--- START ---

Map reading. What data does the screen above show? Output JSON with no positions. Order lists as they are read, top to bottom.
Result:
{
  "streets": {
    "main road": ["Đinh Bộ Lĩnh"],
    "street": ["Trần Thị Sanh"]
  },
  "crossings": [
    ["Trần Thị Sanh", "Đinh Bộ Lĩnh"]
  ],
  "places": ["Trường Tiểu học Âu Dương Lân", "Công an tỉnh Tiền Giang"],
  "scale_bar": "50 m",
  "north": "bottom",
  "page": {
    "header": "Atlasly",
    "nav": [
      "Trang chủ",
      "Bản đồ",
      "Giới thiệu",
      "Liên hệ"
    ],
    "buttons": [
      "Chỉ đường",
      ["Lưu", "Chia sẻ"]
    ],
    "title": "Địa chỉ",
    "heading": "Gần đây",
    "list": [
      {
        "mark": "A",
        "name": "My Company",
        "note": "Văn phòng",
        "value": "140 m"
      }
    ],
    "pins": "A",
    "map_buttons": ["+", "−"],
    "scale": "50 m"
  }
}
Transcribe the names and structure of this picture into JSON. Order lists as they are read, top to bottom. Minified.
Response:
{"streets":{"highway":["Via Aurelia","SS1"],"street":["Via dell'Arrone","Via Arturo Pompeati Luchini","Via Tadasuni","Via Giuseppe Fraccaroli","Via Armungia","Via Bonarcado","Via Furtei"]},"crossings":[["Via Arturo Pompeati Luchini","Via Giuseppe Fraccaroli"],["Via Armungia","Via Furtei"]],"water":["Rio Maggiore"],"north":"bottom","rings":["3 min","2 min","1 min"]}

--- END ---

Your answer should consist of the lines from the listing that hold the word "JSON".

Answer for the task:
Map reading. What data does the screen above show? Output JSON with no positions. Order lists as they are read, top to bottom.
Transcribe the names and structure of this picture into JSON. Order lists as they are read, top to bottom. Minified.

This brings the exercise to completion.